Dataset content START

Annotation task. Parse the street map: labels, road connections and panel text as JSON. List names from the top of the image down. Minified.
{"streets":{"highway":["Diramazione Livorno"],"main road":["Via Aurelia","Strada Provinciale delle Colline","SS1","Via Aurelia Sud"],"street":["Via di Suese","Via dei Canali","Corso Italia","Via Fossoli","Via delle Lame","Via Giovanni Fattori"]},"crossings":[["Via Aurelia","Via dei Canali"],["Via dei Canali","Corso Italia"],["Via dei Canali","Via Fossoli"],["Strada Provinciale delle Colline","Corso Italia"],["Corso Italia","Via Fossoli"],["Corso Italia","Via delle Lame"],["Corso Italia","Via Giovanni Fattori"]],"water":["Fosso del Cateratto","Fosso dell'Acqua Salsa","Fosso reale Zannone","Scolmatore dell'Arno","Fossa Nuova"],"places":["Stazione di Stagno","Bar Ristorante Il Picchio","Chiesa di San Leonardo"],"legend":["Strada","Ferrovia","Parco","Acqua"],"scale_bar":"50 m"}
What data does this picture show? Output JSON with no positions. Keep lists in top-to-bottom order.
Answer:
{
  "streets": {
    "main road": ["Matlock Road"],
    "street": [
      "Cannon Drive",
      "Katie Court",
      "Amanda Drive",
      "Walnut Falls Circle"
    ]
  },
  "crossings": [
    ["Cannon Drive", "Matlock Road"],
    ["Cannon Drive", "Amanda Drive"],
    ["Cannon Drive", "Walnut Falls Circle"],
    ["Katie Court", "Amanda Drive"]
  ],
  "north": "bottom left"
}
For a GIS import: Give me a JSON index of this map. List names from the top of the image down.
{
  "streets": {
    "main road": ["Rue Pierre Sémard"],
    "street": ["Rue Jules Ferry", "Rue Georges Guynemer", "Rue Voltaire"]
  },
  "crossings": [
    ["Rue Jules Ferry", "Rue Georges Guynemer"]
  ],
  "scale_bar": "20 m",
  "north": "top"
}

Dataset content END

▸ What this task involves: Print out the complete data above, character for character.

▸ Output for this exercise:
Annotation task. Parse the street map: labels, road connections and panel text as JSON. List names from the top of the image down. Minified.
{"streets":{"highway":["Diramazione Livorno"],"main road":["Via Aurelia","Strada Provinciale delle Colline","SS1","Via Aurelia Sud"],"street":["Via di Suese","Via dei Canali","Corso Italia","Via Fossoli","Via delle Lame","Via Giovanni Fattori"]},"crossings":[["Via Aurelia","Via dei Canali"],["Via dei Canali","Corso Italia"],["Via dei Canali","Via Fossoli"],["Strada Provinciale delle Colline","Corso Italia"],["Corso Italia","Via Fossoli"],["Corso Italia","Via delle Lame"],["Corso Italia","Via Giovanni Fattori"]],"water":["Fosso del Cateratto","Fosso dell'Acqua Salsa","Fosso reale Zannone","Scolmatore dell'Arno","Fossa Nuova"],"places":["Stazione di Stagno","Bar Ristorante Il Picchio","Chiesa di San Leonardo"],"legend":["Strada","Ferrovia","Parco","Acqua"],"scale_bar":"50 m"}
What data does this picture show? Output JSON with no positions. Keep lists in top-to-bottom order.
Answer:
{
  "streets": {
    "main road": ["Matlock Road"],
    "street": [
      "Cannon Drive",
      "Katie Court",
      "Amanda Drive",
      "Walnut Falls Circle"
    ]
  },
  "crossings": [
    ["Cannon Drive", "Matlock Road"],
    ["Cannon Drive", "Amanda Drive"],
    ["Cannon Drive", "Walnut Falls Circle"],
    ["Katie Court", "Amanda Drive"]
  ],
  "north": "bottom left"
}
For a GIS import: Give me a JSON index of this map. List names from the top of the image down.
{
  "streets": {
    "main road": ["Rue Pierre Sémard"],
    "street": ["Rue Jules Ferry", "Rue Georges Guynemer", "Rue Voltaire"]
  },
  "crossings": [
    ["Rue Jules Ferry", "Rue Georges Guynemer"]
  ],
  "scale_bar": "20 m",
  "north": "top"
}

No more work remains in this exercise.